Me aseguré de llevar a mi hija, que a la época contaba quizás con unos tres añitos, mi intención era que ella fuera bendecida por el mundialmente respetado Arzobispo, su bendición equivaldría para mí a la bendición del mismo Papa.
Llegamos temprano a la iglesia para no perdernos un minuto del privilegio de estar en el entorno de Monseñor Romero. Puntualísimo como era su costumbre, llegó a la cita con su feligresía que, rompiendo un poco la etiqueta eclesiástica, lo recibió con un aplauso, que el prelado agradeció con gesto de humildad: bajando la frente suavemente y con su acostumbrada sonrisa semi dibujada en sus labios.
Fue una noche alegre, a pesar de que se conmemoraba el asesinato de uno de sus hijos, el padre Navarro Oviedo, que había sido perpetrado por miembros de la infame mano blanca, casi en plena luz del día. Un acto cobarde que más tarde se convertiría en el pan de cada día en El Salvador, pero la noche fue alegre porque Monseñor Romero así hizo que se sintiera.

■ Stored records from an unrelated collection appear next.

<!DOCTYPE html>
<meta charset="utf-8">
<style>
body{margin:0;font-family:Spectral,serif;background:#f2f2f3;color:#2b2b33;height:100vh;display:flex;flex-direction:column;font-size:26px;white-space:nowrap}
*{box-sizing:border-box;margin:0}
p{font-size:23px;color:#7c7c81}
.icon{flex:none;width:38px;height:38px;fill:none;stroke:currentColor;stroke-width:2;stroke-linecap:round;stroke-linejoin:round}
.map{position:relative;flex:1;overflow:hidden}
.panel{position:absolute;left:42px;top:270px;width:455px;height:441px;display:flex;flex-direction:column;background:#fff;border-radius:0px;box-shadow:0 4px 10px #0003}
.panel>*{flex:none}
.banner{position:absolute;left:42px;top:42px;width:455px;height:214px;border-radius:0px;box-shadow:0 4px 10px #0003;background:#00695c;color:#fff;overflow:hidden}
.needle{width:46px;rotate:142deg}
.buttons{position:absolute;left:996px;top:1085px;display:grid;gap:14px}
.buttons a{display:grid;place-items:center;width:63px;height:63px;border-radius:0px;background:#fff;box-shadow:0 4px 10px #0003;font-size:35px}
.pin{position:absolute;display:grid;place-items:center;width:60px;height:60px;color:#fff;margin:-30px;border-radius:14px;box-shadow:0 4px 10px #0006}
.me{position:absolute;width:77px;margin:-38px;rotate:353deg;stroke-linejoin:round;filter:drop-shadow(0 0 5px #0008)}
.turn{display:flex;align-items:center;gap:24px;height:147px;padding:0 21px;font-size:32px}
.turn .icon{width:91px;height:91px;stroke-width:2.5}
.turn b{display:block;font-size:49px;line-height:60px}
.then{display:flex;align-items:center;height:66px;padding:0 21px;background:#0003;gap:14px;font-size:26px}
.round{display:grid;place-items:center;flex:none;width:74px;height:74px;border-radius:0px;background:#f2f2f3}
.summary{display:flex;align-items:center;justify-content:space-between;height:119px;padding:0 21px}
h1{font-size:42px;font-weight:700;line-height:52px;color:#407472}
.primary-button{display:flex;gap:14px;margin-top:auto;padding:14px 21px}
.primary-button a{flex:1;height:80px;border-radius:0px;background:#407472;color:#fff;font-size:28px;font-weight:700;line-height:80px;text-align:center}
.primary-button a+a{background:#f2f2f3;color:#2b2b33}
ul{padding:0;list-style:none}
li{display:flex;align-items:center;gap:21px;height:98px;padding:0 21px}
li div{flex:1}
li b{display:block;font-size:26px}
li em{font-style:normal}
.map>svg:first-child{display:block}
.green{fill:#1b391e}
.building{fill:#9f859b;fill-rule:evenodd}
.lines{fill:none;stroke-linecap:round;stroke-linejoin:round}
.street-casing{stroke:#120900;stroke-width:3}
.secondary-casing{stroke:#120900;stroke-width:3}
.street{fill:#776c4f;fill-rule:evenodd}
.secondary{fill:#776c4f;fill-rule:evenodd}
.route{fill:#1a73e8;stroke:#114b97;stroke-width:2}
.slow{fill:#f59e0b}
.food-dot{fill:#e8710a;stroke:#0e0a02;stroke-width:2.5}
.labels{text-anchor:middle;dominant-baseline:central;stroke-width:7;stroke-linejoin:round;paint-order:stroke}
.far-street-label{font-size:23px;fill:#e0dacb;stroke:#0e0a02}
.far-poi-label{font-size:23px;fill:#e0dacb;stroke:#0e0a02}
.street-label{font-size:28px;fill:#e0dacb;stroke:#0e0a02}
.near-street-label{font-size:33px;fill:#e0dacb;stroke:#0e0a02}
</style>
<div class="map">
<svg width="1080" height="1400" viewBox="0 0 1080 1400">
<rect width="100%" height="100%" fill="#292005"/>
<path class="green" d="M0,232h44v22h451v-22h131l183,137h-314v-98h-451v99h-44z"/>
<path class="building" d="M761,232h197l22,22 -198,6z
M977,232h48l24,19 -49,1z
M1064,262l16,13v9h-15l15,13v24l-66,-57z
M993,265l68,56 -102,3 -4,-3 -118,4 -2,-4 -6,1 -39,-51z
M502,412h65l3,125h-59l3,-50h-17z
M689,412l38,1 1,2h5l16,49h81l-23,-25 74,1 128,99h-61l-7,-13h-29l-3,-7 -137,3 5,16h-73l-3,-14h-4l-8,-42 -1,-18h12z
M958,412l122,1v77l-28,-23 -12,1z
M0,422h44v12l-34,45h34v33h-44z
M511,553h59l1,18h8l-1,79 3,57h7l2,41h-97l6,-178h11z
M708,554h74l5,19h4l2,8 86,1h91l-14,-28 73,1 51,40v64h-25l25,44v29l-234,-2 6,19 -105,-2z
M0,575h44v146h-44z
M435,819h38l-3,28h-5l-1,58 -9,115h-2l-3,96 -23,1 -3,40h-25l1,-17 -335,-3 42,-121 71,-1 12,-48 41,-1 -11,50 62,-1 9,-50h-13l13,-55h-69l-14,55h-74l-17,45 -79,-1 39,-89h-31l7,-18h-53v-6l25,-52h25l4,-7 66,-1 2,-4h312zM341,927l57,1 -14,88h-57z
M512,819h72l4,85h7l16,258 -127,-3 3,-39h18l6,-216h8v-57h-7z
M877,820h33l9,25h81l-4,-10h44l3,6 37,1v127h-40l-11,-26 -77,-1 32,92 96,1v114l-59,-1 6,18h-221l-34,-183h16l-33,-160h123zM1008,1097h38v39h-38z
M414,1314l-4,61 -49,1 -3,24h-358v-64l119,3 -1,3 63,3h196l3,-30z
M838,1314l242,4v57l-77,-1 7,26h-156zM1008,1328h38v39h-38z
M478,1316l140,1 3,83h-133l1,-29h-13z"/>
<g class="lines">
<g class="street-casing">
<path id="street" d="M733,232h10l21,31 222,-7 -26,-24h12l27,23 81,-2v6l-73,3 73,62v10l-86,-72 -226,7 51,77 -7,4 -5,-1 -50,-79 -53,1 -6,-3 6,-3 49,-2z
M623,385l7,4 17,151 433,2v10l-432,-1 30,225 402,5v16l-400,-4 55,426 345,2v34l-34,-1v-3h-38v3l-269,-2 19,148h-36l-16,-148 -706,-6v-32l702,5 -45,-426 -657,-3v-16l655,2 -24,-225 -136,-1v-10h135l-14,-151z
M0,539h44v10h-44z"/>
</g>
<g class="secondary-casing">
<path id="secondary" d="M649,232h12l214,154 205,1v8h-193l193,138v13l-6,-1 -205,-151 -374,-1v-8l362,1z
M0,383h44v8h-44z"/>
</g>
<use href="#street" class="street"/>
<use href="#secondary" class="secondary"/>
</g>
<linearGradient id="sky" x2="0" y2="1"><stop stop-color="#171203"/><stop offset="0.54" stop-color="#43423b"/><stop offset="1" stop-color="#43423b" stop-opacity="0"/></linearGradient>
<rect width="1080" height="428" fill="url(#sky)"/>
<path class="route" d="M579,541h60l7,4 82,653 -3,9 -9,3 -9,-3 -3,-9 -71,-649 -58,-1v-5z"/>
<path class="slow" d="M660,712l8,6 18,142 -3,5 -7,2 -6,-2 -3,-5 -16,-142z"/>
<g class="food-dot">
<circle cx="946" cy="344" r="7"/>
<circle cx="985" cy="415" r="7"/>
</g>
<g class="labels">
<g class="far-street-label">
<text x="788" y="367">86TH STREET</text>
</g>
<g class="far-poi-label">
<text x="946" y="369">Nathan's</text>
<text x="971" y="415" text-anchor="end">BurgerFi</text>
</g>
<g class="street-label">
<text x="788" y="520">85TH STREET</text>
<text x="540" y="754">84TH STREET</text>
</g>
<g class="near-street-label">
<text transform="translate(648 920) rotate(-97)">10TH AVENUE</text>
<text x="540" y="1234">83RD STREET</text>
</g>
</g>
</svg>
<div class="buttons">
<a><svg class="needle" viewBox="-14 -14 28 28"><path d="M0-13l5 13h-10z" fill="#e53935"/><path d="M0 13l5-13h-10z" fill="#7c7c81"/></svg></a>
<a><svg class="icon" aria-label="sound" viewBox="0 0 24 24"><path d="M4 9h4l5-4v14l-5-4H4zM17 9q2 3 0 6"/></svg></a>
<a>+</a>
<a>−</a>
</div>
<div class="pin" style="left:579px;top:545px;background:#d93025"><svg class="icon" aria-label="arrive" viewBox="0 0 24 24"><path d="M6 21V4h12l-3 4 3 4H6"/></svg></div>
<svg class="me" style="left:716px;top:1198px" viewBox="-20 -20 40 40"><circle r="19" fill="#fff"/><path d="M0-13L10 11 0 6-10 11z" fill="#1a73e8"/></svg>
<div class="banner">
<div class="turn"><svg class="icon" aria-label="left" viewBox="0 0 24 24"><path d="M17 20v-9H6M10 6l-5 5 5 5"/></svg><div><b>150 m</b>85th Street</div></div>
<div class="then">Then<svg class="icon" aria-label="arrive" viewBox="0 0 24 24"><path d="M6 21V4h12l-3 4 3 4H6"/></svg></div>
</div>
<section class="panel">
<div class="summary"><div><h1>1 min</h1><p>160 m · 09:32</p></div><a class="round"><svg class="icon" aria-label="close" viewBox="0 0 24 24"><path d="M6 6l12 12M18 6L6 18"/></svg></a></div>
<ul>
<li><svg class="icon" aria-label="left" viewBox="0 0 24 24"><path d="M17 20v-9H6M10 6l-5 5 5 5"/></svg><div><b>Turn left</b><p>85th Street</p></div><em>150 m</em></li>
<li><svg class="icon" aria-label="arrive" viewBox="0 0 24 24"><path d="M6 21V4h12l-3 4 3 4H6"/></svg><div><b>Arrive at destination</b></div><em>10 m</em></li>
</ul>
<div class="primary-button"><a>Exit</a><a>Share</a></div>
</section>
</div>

En aquella corta pero sustanciosa homilía, el inolvidable santo habló del valor del jóven sacerdote martirizado por los criminales de siempre, en su casa allí mismo en la Miramonte; dejó claro que en cada sacerdote que asesinaban, era como volver a crucificar a Cristo y cómo volver a crucificar a Cristo significaba salvación incluso para los mismos asesinos.
Como era su costumbre, al terminar la misa, platicó con la feligresía. Parecía que Monseñor Romero disfrutaba estar enmedio de sus ovejas, platicando los temas que a la gente del pueblo le interesaban.
Fue entonces que me le acerqué lo más que pude, levanté a mi hija pidiéndole: "Monseñor, me quisiera bendecir a mi hija por favor...!"
Con una dulce sonrisa me respondió: "Claro, con mucho gusto, cómo se llama esta gordita?". Acarició con sus inmaculadas manos el cabello de mi niña, la vio directamente a sus ojos, y haciendo la señal de la cruz frente a su carita sentenció: "Que Dios te bendiga hijita..."
Aquel momento marcó un hito en la vida de mi hija, quien ahora es una persona adulta de mucho éxito en la vida.
Aquella noche yo no me había confesado pero comulgué. Quizás había roto una regla canónica pero "era oportunidad única de recibir la Eucaristía de manos de un santo", pensé, y no me equivoqué, ni me arrepiento.
Tiempo más tarde una bala traspasó lo más tierno que tenía Monseñor Romero: su corazón. Fue el 24 de marzo de 1980.
Hoy hace 28 años de que volvieron a asesinar a Cristo en El Salvador.